> _ACTIVITY_: All lines from the entries below that contain the string "main" should be copied out.

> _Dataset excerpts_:
╭──
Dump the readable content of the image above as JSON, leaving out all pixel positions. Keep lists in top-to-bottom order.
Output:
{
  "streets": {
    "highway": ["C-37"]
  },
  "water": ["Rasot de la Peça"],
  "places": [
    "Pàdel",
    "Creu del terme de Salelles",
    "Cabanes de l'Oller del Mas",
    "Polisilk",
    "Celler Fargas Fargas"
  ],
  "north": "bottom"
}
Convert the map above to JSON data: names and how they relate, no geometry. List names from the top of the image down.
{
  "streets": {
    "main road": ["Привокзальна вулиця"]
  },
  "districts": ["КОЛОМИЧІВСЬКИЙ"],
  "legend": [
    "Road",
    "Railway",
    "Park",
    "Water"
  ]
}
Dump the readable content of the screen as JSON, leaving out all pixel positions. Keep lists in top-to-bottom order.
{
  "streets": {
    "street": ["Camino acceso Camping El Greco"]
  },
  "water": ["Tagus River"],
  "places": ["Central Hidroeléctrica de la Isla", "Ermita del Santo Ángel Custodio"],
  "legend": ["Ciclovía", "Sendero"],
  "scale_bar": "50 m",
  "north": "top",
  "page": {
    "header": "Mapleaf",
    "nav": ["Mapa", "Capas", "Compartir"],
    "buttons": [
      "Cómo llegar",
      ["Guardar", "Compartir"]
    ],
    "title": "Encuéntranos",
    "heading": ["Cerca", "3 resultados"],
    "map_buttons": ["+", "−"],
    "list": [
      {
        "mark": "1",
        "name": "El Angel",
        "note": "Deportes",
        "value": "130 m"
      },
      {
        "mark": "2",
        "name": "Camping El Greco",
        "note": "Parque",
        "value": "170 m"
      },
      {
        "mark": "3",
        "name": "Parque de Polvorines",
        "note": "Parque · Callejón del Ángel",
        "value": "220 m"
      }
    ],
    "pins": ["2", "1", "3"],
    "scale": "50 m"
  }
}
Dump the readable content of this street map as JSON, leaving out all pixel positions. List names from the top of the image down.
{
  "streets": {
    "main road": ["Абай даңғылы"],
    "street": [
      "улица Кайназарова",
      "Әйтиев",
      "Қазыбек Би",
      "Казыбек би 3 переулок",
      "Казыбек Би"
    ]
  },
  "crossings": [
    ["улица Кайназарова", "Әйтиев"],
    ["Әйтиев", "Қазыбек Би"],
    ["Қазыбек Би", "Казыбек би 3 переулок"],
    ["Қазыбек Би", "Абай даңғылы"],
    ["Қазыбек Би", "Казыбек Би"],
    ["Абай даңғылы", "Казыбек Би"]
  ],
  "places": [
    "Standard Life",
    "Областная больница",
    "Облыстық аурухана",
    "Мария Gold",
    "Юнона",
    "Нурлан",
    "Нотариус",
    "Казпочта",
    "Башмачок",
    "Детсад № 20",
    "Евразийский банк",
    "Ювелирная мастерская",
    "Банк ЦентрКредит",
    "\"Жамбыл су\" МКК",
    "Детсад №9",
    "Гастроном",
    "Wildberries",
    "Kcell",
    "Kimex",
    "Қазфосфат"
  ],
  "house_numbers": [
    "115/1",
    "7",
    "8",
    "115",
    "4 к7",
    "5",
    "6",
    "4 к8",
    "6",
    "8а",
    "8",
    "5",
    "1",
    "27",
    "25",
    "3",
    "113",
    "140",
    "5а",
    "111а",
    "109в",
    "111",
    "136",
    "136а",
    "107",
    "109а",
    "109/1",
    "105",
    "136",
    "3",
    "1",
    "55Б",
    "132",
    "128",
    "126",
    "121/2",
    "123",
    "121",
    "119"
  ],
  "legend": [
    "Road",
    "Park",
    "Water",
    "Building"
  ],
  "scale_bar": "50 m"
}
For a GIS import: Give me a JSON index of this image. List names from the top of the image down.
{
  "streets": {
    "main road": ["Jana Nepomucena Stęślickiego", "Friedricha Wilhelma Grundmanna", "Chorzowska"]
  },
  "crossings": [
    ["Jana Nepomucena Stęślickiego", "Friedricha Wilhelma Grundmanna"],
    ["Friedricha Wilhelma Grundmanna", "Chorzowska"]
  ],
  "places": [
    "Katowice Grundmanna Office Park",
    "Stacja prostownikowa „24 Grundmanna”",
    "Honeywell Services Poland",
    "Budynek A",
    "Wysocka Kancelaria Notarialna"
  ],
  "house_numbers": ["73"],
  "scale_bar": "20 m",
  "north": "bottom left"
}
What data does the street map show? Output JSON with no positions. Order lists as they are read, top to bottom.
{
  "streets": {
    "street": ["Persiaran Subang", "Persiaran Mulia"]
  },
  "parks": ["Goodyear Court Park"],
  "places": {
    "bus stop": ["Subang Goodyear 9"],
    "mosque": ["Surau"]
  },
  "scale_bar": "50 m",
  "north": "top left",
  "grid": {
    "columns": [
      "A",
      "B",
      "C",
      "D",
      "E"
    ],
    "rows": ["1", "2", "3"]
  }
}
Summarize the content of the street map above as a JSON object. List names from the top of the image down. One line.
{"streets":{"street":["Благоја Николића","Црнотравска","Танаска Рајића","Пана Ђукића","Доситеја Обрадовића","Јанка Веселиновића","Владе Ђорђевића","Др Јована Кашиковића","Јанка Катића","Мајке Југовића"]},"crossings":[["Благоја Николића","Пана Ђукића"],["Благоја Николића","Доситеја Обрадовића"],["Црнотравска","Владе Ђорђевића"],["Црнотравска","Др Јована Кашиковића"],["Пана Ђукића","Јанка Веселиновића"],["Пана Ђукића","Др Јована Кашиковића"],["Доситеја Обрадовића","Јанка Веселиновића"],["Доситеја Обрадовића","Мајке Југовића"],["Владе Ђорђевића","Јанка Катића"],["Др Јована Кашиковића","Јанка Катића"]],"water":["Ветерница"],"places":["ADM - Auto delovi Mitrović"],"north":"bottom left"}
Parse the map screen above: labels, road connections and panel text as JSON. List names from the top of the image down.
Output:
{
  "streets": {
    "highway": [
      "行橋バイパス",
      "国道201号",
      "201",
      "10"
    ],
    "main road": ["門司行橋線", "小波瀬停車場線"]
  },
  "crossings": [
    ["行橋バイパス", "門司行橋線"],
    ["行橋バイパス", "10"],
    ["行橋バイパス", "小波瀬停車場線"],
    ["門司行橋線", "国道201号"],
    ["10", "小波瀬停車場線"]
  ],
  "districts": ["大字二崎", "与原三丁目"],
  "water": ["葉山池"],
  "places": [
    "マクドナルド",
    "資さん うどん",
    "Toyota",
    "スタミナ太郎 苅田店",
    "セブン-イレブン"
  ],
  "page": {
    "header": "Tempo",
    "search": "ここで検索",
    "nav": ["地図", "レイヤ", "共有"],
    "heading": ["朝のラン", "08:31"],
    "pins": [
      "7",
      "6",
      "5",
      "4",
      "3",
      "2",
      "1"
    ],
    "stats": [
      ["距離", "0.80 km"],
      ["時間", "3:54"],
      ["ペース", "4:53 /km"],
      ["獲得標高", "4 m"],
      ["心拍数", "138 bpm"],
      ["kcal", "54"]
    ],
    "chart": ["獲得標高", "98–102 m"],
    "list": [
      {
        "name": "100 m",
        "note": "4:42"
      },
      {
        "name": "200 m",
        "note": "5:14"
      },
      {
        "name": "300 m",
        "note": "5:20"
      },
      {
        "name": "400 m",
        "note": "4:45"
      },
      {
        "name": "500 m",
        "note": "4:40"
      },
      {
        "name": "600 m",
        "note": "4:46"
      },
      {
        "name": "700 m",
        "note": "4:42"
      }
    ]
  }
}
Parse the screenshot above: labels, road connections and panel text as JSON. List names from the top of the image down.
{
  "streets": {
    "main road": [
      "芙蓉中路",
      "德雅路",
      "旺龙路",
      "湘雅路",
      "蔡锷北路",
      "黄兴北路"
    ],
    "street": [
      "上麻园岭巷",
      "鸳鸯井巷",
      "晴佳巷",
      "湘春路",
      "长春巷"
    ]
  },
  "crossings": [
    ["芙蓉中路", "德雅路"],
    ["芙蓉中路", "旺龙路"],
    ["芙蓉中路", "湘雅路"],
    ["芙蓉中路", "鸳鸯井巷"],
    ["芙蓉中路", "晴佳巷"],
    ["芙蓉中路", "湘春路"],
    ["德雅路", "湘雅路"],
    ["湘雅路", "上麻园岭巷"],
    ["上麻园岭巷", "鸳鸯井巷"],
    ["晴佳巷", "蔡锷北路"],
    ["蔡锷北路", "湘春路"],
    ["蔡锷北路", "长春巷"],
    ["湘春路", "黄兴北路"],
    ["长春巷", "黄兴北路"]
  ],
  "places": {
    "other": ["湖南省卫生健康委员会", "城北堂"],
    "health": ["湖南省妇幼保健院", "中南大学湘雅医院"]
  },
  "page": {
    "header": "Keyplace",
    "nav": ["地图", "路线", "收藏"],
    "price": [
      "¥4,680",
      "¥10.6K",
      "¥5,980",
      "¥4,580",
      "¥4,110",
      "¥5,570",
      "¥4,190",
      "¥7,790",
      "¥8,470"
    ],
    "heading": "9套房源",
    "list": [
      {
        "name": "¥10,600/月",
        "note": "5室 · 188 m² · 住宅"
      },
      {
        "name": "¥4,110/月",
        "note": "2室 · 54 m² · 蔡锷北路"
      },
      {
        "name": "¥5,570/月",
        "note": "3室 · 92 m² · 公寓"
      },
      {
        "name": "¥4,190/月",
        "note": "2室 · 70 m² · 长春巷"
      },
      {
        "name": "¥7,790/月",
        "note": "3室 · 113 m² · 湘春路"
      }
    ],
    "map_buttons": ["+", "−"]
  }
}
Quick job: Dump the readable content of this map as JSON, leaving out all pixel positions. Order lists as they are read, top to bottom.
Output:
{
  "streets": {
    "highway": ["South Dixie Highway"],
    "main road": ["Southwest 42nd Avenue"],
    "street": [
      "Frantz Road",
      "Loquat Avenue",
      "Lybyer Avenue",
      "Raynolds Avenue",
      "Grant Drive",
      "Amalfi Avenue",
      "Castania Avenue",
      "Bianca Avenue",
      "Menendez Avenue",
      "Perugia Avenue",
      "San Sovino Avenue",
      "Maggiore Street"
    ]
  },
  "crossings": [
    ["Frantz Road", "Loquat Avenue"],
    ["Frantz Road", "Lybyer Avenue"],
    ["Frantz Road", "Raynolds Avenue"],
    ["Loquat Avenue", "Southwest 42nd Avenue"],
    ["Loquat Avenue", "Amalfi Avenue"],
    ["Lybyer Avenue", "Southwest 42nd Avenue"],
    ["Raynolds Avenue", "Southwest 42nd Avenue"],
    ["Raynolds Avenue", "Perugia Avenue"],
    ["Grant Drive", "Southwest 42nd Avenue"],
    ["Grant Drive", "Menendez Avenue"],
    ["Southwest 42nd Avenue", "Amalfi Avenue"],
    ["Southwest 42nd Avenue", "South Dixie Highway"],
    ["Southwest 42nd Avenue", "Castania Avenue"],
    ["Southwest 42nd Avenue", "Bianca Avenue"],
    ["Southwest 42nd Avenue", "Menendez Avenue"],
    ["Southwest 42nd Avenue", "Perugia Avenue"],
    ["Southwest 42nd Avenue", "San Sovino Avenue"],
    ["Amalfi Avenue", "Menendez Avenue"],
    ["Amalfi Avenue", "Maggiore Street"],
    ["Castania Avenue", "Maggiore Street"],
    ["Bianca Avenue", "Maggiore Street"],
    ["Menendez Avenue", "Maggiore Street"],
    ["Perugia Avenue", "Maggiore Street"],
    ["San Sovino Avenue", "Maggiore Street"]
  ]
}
╰──
> _SOLUTION BELOW_:
    "main road": ["Привокзальна вулиця"]
    "main road": ["Абай даңғылы"],
    "main road": ["Jana Nepomucena Stęślickiego", "Friedricha Wilhelma Grundmanna", "Chorzowska"]
    "main road": ["門司行橋線", "小波瀬停車場線"]
    "main road": [
    "main road": ["Southwest 42nd Avenue"],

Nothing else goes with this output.